この南側の土塁が佐陀城に関係する遺構の一部ではないかと云われる。

―概 要―

名 称:佐陀城(さだじょう)

別 名:佐陀館(さだのやかた)、佐田城(さたじょう)

築城年:不明

    杉原景盛が亡霊に怯え移城したとする伝承では1582年(天正10年)頃と推測される。

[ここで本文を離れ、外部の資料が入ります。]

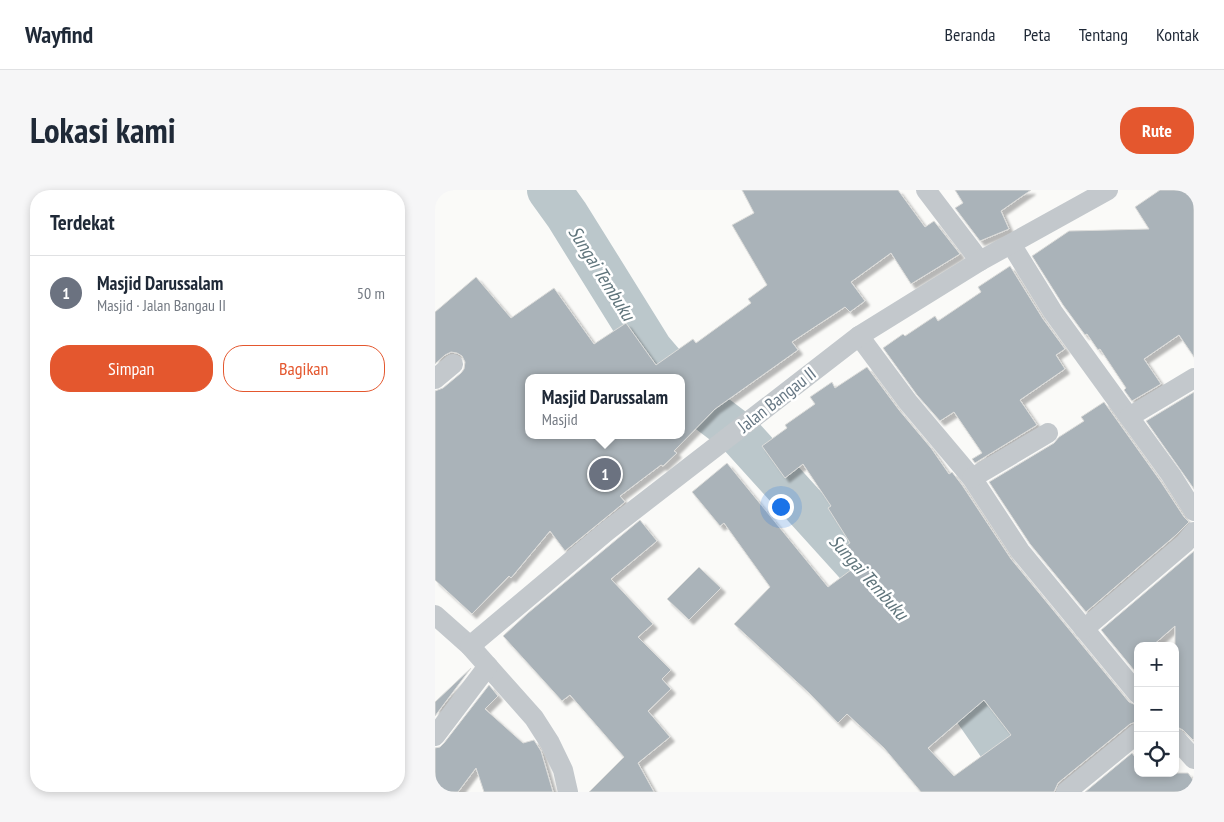 <!DOCTYPE html>
<html lang="id">
<head>
<meta charset="utf-8">
<style>
	body { margin:0; font-family:"PT Sans Narrow",sans-serif; background:#f6f6f7; color:#1f2937 }
	.controls { position:absolute; right:15px; bottom:15px; display:grid; overflow:hidden; border-radius:10px; box-shadow:0 2px 8px #0003 }
	.controls button { width:45px; height:45px; display:grid; place-items:center; padding:0; border:0; border-bottom:1px solid #e0e1e3; background:#fff; color:#1f2937; font:25px sans-serif }
	.you { position:absolute; left:345px; top:316px; width:18px; height:18px; margin:-12px; border:4px solid #fff; border-radius:50%; background:#1a73e8; box-shadow:0 0 0 8px #1a73e833 }
	.badge { display:grid; place-items:center; width:32px; height:32px; border-radius:50%; background:#e4572e; color:#fff; font-size:16px; font-weight:700 }
	.pin { position:absolute; translate:-50% -50%; border:2px solid #fff; box-shadow:0 1px 5px #0006 }
	.popup { position:absolute; left:90px; top:184px; width:160px; height:65px; box-sizing:border-box; display:grid; place-content:center; border-radius:10px; background:#fff; filter:drop-shadow(0 1px 4px #0005); font-size:16px; white-space:nowrap; color:#747a83 }
	.popup b { font-size:19px; color:#1f2937 }
	.popup::after { content:''; position:absolute; left:50%; top:100%; margin-left:-10px; border:10px solid transparent; border-top-color:#fff }
	.list { margin:0; padding:0; list-style:none }
	h2 { display:flex; justify-content:space-between; align-items:center; height:65px; margin:0; padding:0 20px; font-size:21px }
	h2 small { font-size:16px; font-weight:400; color:#747a83 }
	.list li { display:grid; grid-template-columns:32px 1fr auto; gap:15px; align-items:center; box-sizing:border-box; height:75px; padding:0 20px; border-top:1px solid #e0e1e3 }
	.list b { display:block; font-size:19px; white-space:nowrap }
	.list p { margin:0; font-size:16px; white-space:nowrap; color:#747a83 }
	.list em { font-size:16px; font-style:normal; color:#747a83 }
	.actions { display:flex; gap:10px; padding:15px 20px }
	.actions a { flex:1; padding:11px 0; border:1px solid #e4572e; border-radius:20px; text-align:center; font-size:18px; color:#e4572e }
	.actions .main { background:#e4572e; color:#fff }
	.icon { flex:none; width:28px; height:28px; fill:none; stroke:currentColor; stroke-width:2; stroke-linecap:round; stroke-linejoin:round }
	.map { position:relative; flex:none; width:759px; height:602px; overflow:hidden; border-radius:20px }
	header { display:flex; align-items:center; gap:30px; box-sizing:border-box; height:70px; padding:0 25px; background:#fff; border-bottom:1px solid #e0e1e3 }
	header strong { font-size:24px }
	nav { display:flex; gap:28px; margin-inline-start:auto; font-size:18px }
	.intro { display:flex; align-items:center; justify-content:space-between; box-sizing:border-box; height:120px; padding:0 30px }
	h1 { margin:0; font-size:35px }
	.button { padding:12px 22px; border-radius:20px; background:#e4572e; color:#fff; font-size:18px; font-weight:700 }
	main { display:flex; gap:30px; padding:0 30px }
	aside { flex:1; background:#fff; border-radius:20px; box-shadow:0 2px 8px #0003 }
	.map>svg:first-child { display:block }
	.lines { fill:none; stroke-linecap:round; stroke-linejoin:round }
	.river { stroke:#bbc7cb; stroke-width:44 }
	.building { fill:#aab3b9; stroke:#dcdcda; fill-rule:evenodd; filter:url(#shadow) }
	.minor { stroke:#c3c8cc; stroke-width:20 }
	.labels { text-anchor:middle; stroke-width:5; stroke-linejoin:round; paint-order:stroke }
	.street-label { font-size:18px; fill:#657683; stroke:#fff }
	.water-label { font-size:19px; font-style:italic; fill:#60757c; stroke:#fff }
</style>
</head>
<body>
<header>
<strong>Wayfind</strong>
<nav><a>Beranda</a><a>Peta</a><a>Tentang</a><a>Kontak</a></nav>
</header>
<div class="intro"><h1>Lokasi kami</h1><a class="button">Rute</a></div>
<main>
<aside>
<h2>Terdekat<small></small></h2>
<ul class="list">
<li><span class="badge" style="background:#6b7280">1</span><div><b>Masjid Darussalam</b><p>Masjid · Jalan Bangau II</p></div><em>50 m</em></li>
</ul>
<div class="actions"><a class="main">Simpan</a><a>Bagikan</a></div>
</aside>
<div class="map">
<svg width="759" height="602" viewBox="0 0 759 602">
	<defs>
		<filter id="shadow"><feDropShadow dx="4.5" dy="4.5" stdDeviation="1" flood-color="#0004"/></filter>
	</defs>
	<rect width="100%" height="100%" fill="#fafaf8"/>
	<g class="lines">
		<g class="river">
			<path d="M114 0 132 25 216 160 240 188"/>
			<path d="M246 195 263 213 305 245 448 403"/>
			<path d="M505 469 597 602"/>
		</g>
	</g>
	<g class="building">
		<path d="M307 0H463L490 37 499 31 525 64 476 94 456 63 416 92 430 111 415 122 410 117 357 152 363 160 280 219 239 261 242 263 228 276 226 275 185 306 190 312 130 361 115 341 76 388 74 386 37 424 0 390V201L8 198 26 183 29 179 30 172 27 166 22 163 16 162 10 165 0 174V122L41 87 76 128 119 98 159 154 191 133 221 175 258 149 261 153 316 113 313 109 332 95 297 35 319 23ZM94 188H246V245H94Z"/>
		<path d="M520 0H596L566 21 574 39 545 51 520 18 528 13Z"/>
		<path d="M725 0H759V167L744 145 709 169 726 194 697 211 689 200 691 198 665 159 663 160 652 144 650 145 628 115 597 66 634 41 714 39 700 17Z"/>
		<path d="M575 76 608 129 630 159 621 165 630 179 585 210 602 235 540 273 537 269 547 263 519 222 505 231 482 205 448 158 468 144 470 146 500 126 503 131 546 102 543 97Z"/>
		<path d="M432 177 464 220 496 258 514 284 517 282 527 295 576 369 694 512 703 516V531L695 534 623 593 619 602H486L449 558 412 524 403 533 374 503 299 434 335 397 289 333 285 336 257 302 292 273 393 397 416 380 402 361 415 353 393 318 396 316 368 274 350 288 327 256 352 238 350 235 380 214 375 207 397 192 400 198ZM549 510 576 545 519 586 493 558Z"/>
		<path d="M759 202V299L711 231Z"/>
		<path d="M669 212 726 292 749 327 754 332 741 345 651 422 595 354 554 292 619 253 624 247 649 231 646 227Z"/>
		<path d="M205 330 222 351 176 389 218 434 203 447 236 480 227 489 236 499 213 521 235 547 203 573 219 602H154L189 567 135 505 127 511 68 446 93 423Z"/>
		<path d="M759 361V549L758 550 748 540 740 536V436L717 456H703V485L666 440Z"/>
		<path d="M264 377 286 398 254 430 232 409Z"/>
		<path d="M36 478 0 526V512Z"/>
		<path d="M54 495 63 506 50 519 88 553 99 550 106 561 118 602H49L41 578 23 602H0V558L5 557 9 553Z"/>
		<path d="M697 563 703 571V583H753L759 591V602H650Z"/>
	</g>
	<g class="lines">
		<g class="minor">
			<path d="M491 0 545 71"/>
			<path d="M576 54 618 122 694 227"/>
			<path d="M424 146 473 212 537 288 585 361 703 504"/>
			<path d="M759 188 694 227 736 285 759 321"/>
			<path d="M0 189 18 174"/>
			<path d="M537 288 613 243"/>
			<path d="M0 425 35 456 99 528 115 553 128 580 133 602"/>
			<path d="M649 439 750 353 759 342"/>
			<path d="M35 456 172 341 424 146 545 71 673 0"/>
			<path d="M0 546 53 476"/>
			<path d="M740 548 759 569"/>
			<path d="M631 602 703 543"/>
		</g>
	</g>
	<g class="labels">
		<g class="street-label">
			<text transform="translate(342 210) rotate(-38)" y="6">Jalan Bangau II</text>
		</g>
		<g class="water-label">
			<text transform="translate(167 83) rotate(58)" y="7">Sungai Tembuku</text>
			<text transform="translate(434 387) rotate(48)" y="7">Sungai Tembuku</text>
		</g>
	</g>
</svg>
<div class="controls">
<button>+</button>
<button>−</button>
<button><svg class="icon" aria-label="locate" viewBox="0 0 24 24"><circle cx="12" cy="12" r="6"/><path d="M12 2v4M12 18v4M2 12h4M18 12h4"/></svg></button>
</div>
<div class="you"></div>
<div class="pin badge" style="left:170px;top:284px;background:#6b7280">1</div>
<div class="popup"><b>Masjid Darussalam</b>Masjid</div>
</div>
</main>
</body>
</html>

    陰徳記には香川春継が検使として訪れ、小土産山に城郭を築く普請の者を出すように要請するが

    杉原景盛は「佐田城の普請の途中である」と断る記述がある。

    香川春継からの普請は偽報とされるが、小土産山には城郭が築かれていたと云われる。

所在地:鳥取県米子市淀江町佐陀

築城主:不明(杉原景盛とする伝承が残る)

城 主:杉原景盛粟屋元辰

文 献:陰徳太平記、萩藩閥閲録、伯耆志、伯耆民諺記

形 態:平城

遺 構:土塁(南側の道路を挟んだ場所にある低い土塁)

現 状:佐陀神社、水田

種 類:史跡指定なし

地 図:

―年表―

年号 西暦 出来事

天正10年

1582年

杉原盛重の二男、杉原景盛盛重の家臣であった菖蒲左馬允が結託・

共謀し、尾高城主であった兄の杉原元盛を謀殺。

この後しばらくの間は杉原景盛が尾高城主であったとされるが、

すぐに佐陀へ新城を築き移ったとされる。

淀江に残る伝承では大山麓に大天狗が現れ諭され、土地神が現れ

相撲をとると城下に怪異が起きたり、兄の亡霊が城内を歩き回るなど、

幻覚に悩まされたのが原因として伝えられている。

毛利方の小早川隆景吉川元長ら、杉原景盛に叛意ありとして、

元長が部将の香川春継粟屋就光らを派兵し佐陀城を攻める。

 

8月15日、景盛は捕らえられ弁明をするも即刻切腹を言い渡され自刃。

景盛が自害した場所は島根県出雲市平田町にある大林寺とされる。

杉原家は毛利氏によって改易された。

 

杉原景盛討伐後は粟屋元辰が城主として任命されている。